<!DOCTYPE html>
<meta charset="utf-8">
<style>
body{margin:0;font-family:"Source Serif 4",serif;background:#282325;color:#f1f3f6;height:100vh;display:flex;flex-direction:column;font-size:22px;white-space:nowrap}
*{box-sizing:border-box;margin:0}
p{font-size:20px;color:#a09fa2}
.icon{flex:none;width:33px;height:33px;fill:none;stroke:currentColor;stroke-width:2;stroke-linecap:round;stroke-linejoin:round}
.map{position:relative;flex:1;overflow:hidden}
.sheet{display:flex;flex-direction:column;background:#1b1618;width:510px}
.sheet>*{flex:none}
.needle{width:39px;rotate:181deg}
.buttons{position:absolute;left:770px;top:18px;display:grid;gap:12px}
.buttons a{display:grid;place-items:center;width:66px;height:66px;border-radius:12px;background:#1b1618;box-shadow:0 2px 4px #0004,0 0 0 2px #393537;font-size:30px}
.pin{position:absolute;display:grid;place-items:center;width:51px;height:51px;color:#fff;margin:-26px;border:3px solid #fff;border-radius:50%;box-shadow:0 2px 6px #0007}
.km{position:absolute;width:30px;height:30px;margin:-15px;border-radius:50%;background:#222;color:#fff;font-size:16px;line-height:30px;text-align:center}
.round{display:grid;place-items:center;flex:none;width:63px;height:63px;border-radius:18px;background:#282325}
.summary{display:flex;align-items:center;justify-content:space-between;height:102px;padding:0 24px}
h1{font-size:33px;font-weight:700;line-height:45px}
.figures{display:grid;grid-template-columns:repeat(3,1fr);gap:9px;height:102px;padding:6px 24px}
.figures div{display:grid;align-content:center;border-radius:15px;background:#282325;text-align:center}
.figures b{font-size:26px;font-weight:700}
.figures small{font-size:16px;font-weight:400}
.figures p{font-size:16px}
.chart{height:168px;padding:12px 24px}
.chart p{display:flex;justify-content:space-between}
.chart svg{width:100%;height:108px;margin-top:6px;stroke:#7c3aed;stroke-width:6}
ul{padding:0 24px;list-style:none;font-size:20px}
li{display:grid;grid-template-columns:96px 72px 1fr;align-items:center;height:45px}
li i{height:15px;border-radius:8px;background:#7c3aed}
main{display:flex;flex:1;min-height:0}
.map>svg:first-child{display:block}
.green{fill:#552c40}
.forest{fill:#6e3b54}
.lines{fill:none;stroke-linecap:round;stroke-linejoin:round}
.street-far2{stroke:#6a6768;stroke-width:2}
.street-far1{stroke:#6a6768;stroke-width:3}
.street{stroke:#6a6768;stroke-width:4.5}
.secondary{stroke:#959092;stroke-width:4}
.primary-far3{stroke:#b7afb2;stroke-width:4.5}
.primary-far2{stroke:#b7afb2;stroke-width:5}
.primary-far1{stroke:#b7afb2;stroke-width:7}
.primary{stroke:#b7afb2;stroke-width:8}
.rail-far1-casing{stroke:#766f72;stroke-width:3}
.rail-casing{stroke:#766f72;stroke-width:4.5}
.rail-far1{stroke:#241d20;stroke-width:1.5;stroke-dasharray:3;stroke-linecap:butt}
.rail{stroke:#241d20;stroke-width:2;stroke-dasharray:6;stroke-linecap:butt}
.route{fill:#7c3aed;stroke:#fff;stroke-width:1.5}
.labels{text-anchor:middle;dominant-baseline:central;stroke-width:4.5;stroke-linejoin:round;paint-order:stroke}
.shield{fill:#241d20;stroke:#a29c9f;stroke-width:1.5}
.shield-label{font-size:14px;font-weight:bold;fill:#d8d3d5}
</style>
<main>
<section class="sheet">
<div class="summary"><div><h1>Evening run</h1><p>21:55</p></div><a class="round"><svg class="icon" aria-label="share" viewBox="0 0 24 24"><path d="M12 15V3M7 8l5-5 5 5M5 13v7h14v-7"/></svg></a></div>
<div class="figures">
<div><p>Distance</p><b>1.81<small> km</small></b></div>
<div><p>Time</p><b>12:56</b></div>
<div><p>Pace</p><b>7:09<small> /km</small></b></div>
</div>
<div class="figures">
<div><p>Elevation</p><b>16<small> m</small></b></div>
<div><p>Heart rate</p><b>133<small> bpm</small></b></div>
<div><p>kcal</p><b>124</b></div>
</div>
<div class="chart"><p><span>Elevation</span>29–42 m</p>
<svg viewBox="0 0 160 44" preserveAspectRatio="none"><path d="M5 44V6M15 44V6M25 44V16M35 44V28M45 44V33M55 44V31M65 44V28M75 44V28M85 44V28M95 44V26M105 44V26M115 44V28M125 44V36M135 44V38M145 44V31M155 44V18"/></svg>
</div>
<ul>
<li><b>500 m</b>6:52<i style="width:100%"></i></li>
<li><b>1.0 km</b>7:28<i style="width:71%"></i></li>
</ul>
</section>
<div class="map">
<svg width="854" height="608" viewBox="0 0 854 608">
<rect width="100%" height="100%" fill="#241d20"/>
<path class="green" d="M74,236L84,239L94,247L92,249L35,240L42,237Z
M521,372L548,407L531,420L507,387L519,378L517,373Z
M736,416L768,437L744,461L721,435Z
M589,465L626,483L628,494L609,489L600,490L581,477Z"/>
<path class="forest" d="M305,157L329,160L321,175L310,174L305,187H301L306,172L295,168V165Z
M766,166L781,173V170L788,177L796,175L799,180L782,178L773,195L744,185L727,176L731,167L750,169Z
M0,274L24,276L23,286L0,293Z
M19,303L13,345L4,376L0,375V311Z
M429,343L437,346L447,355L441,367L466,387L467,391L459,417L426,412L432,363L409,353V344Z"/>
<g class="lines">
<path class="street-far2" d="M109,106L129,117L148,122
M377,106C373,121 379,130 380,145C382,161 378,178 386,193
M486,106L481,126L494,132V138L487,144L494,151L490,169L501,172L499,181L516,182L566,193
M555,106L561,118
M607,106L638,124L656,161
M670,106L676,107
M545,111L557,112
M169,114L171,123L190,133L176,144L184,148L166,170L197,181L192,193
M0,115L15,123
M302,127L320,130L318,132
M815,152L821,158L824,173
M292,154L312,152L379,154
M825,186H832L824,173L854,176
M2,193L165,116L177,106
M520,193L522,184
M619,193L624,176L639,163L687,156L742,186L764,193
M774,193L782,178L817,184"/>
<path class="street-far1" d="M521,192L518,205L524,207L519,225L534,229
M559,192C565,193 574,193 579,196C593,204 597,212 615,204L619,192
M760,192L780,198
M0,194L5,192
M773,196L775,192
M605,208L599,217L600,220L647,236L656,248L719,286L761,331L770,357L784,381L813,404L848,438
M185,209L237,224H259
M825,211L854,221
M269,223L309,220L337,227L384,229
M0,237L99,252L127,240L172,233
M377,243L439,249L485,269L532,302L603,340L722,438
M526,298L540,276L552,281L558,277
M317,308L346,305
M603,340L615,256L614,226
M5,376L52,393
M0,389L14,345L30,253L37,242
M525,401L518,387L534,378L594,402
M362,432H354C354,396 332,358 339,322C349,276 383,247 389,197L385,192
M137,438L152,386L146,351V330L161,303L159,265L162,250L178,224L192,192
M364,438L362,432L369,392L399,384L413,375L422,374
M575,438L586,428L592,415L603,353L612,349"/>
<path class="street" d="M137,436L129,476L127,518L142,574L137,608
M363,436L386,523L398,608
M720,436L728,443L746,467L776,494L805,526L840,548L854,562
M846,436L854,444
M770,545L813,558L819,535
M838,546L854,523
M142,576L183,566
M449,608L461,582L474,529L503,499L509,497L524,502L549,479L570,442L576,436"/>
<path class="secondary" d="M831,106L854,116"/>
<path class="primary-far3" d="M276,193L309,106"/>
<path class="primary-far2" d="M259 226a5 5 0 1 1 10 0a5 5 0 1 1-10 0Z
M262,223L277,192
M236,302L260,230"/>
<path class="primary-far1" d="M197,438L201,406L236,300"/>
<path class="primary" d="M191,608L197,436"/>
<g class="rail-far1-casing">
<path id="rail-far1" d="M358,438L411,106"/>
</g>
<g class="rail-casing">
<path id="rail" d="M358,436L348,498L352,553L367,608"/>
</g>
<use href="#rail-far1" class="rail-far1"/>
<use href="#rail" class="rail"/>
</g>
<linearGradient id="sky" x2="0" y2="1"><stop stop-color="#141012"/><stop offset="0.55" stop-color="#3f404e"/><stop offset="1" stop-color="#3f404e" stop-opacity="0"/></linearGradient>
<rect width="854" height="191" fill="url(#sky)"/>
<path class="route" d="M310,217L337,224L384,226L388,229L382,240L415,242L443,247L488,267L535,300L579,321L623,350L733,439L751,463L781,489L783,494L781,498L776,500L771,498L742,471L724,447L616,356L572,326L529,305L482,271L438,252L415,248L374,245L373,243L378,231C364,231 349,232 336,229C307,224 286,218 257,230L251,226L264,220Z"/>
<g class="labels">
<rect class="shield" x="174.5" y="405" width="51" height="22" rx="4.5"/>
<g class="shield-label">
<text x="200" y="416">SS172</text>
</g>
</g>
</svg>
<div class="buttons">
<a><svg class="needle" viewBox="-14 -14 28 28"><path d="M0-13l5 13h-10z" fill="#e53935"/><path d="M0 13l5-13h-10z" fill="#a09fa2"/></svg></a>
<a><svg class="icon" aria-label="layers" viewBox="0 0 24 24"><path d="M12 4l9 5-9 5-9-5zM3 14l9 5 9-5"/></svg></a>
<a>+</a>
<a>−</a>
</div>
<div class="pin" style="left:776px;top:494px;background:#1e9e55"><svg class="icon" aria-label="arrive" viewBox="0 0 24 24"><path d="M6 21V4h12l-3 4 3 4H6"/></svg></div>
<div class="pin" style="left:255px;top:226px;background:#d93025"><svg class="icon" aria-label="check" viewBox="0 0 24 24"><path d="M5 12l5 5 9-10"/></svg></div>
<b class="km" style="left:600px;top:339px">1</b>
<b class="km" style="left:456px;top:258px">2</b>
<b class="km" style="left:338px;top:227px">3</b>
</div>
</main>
● ● ● ●
§ **Work instructions**: Report, for the data above, every line in which the string "absolute" appears.

§ **Output below**:
.buttons{position:absolute;left:770px;top:18px;display:grid;gap:12px}
.pin{position:absolute;display:grid;place-items:center;width:51px;height:51px;color:#fff;margin:-26px;border:3px solid #fff;border-radius:50%;box-shadow:0 2px 6px #0007}
.km{position:absolute;width:30px;height:30px;margin:-15px;border-radius:50%;background:#222;color:#fff;font-size:16px;line-height:30px;text-align:center}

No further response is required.